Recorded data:
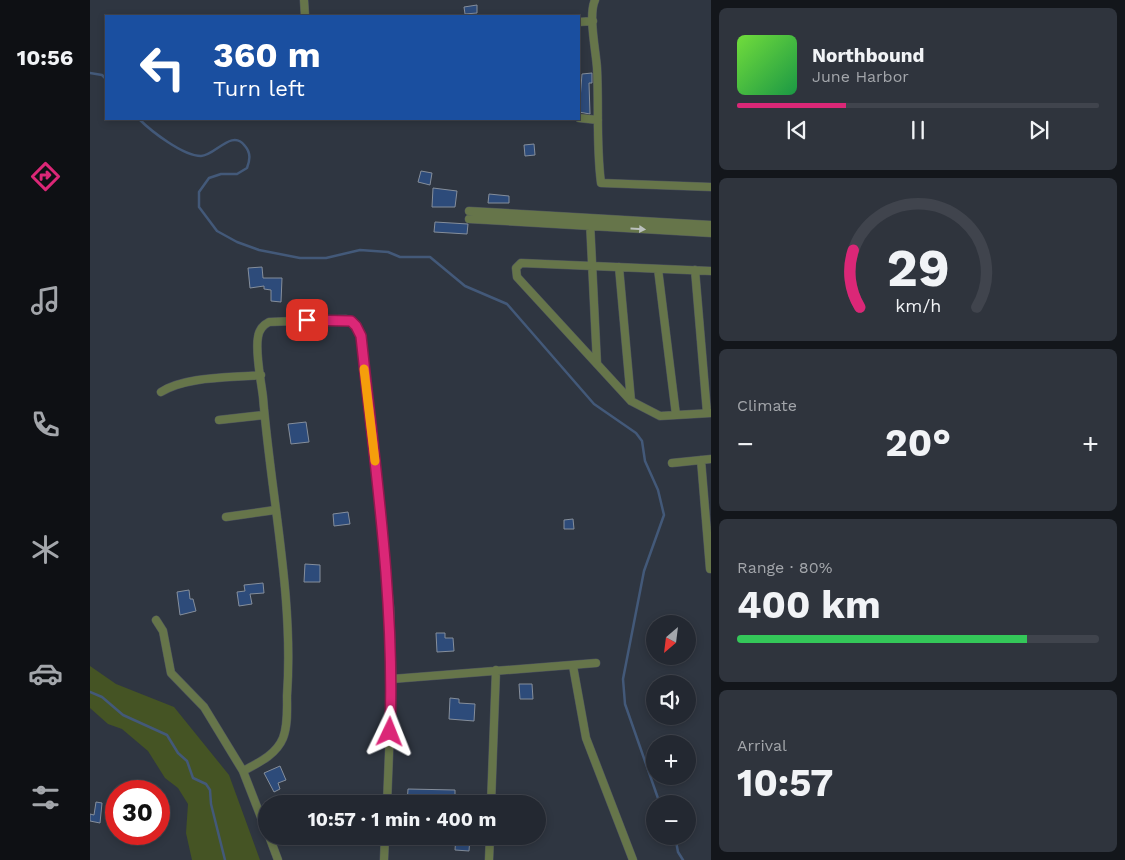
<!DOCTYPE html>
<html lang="en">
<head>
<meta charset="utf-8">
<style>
  body { margin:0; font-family:"Work Sans",sans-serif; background:#2f343d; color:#f1f3f6; height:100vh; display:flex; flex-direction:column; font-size:19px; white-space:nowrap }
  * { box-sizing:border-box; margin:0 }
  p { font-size:16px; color:#a3a6ab }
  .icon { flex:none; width:28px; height:28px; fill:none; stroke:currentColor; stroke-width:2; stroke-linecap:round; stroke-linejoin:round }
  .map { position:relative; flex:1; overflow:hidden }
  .sheet { display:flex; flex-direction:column; gap:8px; padding:8px; background:#13161b; width:414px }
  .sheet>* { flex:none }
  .hud { position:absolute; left:15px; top:15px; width:475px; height:105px; border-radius:0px; box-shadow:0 2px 8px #0003,0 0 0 1px #40444d; background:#1a4fa0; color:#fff; overflow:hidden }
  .needle { width:32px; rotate:208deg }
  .fabs { position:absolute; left:556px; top:615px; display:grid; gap:10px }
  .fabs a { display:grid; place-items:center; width:50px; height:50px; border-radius:50%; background:#232831; box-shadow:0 2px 8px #0003,0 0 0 1px #40444d; font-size:25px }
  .speed { position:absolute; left:15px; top:780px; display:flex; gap:10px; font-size:25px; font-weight:700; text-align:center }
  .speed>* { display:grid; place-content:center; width:65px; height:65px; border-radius:50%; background:#232831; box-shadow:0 2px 8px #0003,0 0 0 1px #40444d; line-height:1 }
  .speed .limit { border:8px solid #d22; background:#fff; color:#111 }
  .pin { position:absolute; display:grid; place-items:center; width:42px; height:42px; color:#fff; margin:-21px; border-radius:10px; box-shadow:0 2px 8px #0006 }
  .me { position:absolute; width:55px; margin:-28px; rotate:2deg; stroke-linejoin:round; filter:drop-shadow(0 0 4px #0008) }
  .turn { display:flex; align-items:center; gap:18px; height:105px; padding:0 25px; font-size:22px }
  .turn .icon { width:65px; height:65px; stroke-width:2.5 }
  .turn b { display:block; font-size:35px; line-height:42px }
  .big { font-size:38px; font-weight:700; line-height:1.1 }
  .sheet .tile { flex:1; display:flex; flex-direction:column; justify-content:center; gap:8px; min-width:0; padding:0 18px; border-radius:8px; background:#2f343d }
  .sheet .dial { align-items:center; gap:0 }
  .dial svg { height:130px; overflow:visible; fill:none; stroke:#40444d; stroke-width:7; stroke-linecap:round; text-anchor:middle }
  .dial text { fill:#f1f3f6; stroke:none }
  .song { display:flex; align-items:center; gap:15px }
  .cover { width:60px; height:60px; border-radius:8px; background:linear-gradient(135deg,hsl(100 70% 55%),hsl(140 70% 35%)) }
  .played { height:5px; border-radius:2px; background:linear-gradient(90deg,#db2777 30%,#40444d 30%) }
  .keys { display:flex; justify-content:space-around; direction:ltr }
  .heat { display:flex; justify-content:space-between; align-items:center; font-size:28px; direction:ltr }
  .charge { height:8px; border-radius:4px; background:linear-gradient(90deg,#34c759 80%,#40444d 0) }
  .trip { position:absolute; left:168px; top:795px; width:288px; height:50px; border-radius:25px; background:#232831; box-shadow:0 2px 8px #0003,0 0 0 1px #40444d; font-weight:700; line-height:50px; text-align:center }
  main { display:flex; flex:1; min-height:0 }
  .menu { display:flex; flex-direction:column; width:90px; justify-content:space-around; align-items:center; background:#0e1014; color:#a3a6ab }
  .menu .icon { width:35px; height:35px }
  .menu .current { color:#db2777 }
  .menu b { font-size:22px; color:#f1f3f6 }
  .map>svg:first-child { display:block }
</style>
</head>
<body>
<main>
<nav class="menu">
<b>10:56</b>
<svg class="icon current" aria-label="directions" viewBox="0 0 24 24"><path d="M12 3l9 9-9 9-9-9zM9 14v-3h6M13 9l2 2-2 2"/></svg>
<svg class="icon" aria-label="music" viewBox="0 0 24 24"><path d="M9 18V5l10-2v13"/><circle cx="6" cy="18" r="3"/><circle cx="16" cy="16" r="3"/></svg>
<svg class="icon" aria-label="phone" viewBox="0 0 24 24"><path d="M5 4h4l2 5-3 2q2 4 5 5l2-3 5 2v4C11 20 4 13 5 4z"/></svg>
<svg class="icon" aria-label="climate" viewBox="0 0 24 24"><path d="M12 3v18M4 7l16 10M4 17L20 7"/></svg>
<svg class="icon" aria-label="car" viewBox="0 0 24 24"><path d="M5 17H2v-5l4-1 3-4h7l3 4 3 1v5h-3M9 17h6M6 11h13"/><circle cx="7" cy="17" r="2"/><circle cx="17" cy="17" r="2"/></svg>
<svg class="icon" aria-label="filters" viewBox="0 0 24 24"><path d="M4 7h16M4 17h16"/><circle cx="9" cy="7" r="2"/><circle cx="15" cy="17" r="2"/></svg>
</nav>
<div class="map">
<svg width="622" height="860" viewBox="0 0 622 860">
  <rect width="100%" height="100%" fill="#2f3641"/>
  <path fill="#455424" d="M0,666L26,684L84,707L139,775L170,860H102L96,833L98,804L88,788L75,778L58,751L32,729L18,724L0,708Z"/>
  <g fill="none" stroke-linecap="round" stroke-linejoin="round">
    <path stroke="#435979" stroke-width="2.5" d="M0,73L12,75L16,79
      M49,119C61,131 93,156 111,156C125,156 142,128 155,146C161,153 160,160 157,168L147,174H131L119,178L109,192V207L127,231L147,242L169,250L210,258H236L270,250L298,252L310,257H340L375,286L417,304L504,404L546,433L552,441L555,461L568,490L574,515L554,571L533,679L535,704L570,804
      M0,692L12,697L33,715L77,735L88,753L97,761L103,778L116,784L120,790L121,804L135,860
      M585,836L588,852L593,860"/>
  </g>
  <path fill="#2d4b7a" stroke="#858e9b" d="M387,5V13L375,14L374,7Z
    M502,73V83H499L500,114L489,112L492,74Z
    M444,144L445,155L435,156L434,145Z
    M331,171L342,173L340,185L328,182Z
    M343,188L367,191L365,207H342Z
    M399,194L419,196V203H398Z
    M345,222L378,224L377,234L344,232Z
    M172,267L173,278H192L191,302L181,301V290L174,289V286L160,288L158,268Z
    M216,422L219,442L201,444L198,424Z
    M258,512L260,524L244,526L243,514Z
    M483,519L484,529H474V520Z
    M215,564L230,565V582H214Z
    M173,583L174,593L160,594L162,604L149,606L147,592L155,591L154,585Z
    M99,590L100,599H103L106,611L90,615L87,592Z
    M346,633H355V638H363L364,651L347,652Z
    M429,684H442L443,699H430Z
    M360,698L369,699V703L385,704L384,721L359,719Z
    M190,766L196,780L188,783L190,789L184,792L174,773Z
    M318,789L365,790V804H317Z
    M6,802L12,803L10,823L0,821V814L4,815Z
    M48,834H66V838L48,840Z
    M366,836L380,837L379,851L365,850Z"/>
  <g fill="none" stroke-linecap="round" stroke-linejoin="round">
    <g stroke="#4c525d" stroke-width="9">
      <path id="minor" d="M214,0L215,16
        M505,0C498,15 506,51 507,68C509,107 506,145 511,183L622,187
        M489,22L503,21
        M489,118L508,120
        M379,211L622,225
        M379,219L622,233
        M500,222L507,364
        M529,267L541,401
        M568,269L586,415
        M605,270L617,413
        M622,271L431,263L426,268L427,277L541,401L570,416L622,413
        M71,392C96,376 141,378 171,375
        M129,420L174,415
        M611,460L620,569
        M582,463L622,459
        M136,517L185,510
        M66,620L73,631L81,673L114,707L153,771L176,830
        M483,666L496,738L543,860
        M302,679L506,663
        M153,771C168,763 186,755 193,738C198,725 197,709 197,696C204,596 181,497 173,397C171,380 165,353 168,337C169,330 173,325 179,322L256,319L267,326L271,336L300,608L302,679L297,804
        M401,804L406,670
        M179,836L188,860
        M294,860L295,836
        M399,860L400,836"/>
    </g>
    <use href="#minor" stroke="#66754a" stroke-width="8"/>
  </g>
  <defs><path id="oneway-solid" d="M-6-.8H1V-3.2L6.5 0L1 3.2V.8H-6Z" transform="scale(1.25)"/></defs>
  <use fill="#bbc1be" href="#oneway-solid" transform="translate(548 229) rotate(3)"/>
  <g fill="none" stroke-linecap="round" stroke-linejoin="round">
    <g stroke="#8e194d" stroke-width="12">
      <path id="route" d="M217,320L261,321L266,326L271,336C285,468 305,599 300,732"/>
    </g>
    <use href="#route" stroke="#db2777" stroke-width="9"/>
    <path stroke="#f59e0b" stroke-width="9" d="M274,369L285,461"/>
  </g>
</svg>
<div class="fabs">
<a><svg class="needle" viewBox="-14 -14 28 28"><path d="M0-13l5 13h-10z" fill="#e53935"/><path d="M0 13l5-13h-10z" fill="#a3a6ab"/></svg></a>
<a><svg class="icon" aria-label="sound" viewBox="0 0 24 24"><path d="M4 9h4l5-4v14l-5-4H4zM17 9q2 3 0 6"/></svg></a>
<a>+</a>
<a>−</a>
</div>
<div class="speed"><div class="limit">30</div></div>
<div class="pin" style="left:217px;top:320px;background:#d93025"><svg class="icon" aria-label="arrive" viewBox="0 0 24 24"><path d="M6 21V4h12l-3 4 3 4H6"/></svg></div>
<svg class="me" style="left:300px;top:732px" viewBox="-20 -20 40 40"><path d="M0-17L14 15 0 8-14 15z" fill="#db2777" stroke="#fff" stroke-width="4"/></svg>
<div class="trip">10:57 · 1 min · 400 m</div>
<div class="hud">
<div class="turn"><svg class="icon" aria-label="left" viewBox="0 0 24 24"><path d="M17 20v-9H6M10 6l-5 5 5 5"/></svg><div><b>360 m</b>Turn left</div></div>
</div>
</div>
<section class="sheet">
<div class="tile">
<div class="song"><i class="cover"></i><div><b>Northbound</b><p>June Harbor</p></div></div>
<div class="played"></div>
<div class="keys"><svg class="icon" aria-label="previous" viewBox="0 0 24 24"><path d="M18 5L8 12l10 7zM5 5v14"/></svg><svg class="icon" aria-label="pause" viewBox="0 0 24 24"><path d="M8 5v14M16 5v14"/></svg><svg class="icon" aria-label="next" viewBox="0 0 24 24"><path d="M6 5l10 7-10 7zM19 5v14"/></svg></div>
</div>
<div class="tile dial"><svg viewBox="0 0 100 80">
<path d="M14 69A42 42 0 1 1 86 69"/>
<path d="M14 69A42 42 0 0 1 10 34" stroke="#db2777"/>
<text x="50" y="56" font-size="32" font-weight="700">29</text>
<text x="50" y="72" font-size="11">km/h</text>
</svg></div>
<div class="tile"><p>Climate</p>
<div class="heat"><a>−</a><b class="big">20°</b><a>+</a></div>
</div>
<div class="tile"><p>Range · 80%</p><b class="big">400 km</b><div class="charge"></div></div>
<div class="tile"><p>Arrival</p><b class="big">10:57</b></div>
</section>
</main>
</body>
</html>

• _Problem description_: Extract exactly and only the lines above from the line containing "M429,684H442L443,699H430Z" through the line containing "M179,836L188,860", both end lines included.

• _Response to this task_:
    M429,684H442L443,699H430Z
    M360,698L369,699V703L385,704L384,721L359,719Z
    M190,766L196,780L188,783L190,789L184,792L174,773Z
    M318,789L365,790V804H317Z
    M6,802L12,803L10,823L0,821V814L4,815Z
    M48,834H66V838L48,840Z
    M366,836L380,837L379,851L365,850Z"/>
  <g fill="none" stroke-linecap="round" stroke-linejoin="round">
    <g stroke="#4c525d" stroke-width="9">
      <path id="minor" d="M214,0L215,16
        M505,0C498,15 506,51 507,68C509,107 506,145 511,183L622,187
        M489,22L503,21
        M489,118L508,120
        M379,211L622,225
        M379,219L622,233
        M500,222L507,364
        M529,267L541,401
        M568,269L586,415
        M605,270L617,413
        M622,271L431,263L426,268L427,277L541,401L570,416L622,413
        M71,392C96,376 141,378 171,375
        M129,420L174,415
        M611,460L620,569
        M582,463L622,459
        M136,517L185,510
        M66,620L73,631L81,673L114,707L153,771L176,830
        M483,666L496,738L543,860
        M302,679L506,663
        M153,771C168,763 186,755 193,738C198,725 197,709 197,696C204,596 181,497 173,397C171,380 165,353 168,337C169,330 173,325 179,322L256,319L267,326L271,336L300,608L302,679L297,804
        M401,804L406,670
        M179,836L188,860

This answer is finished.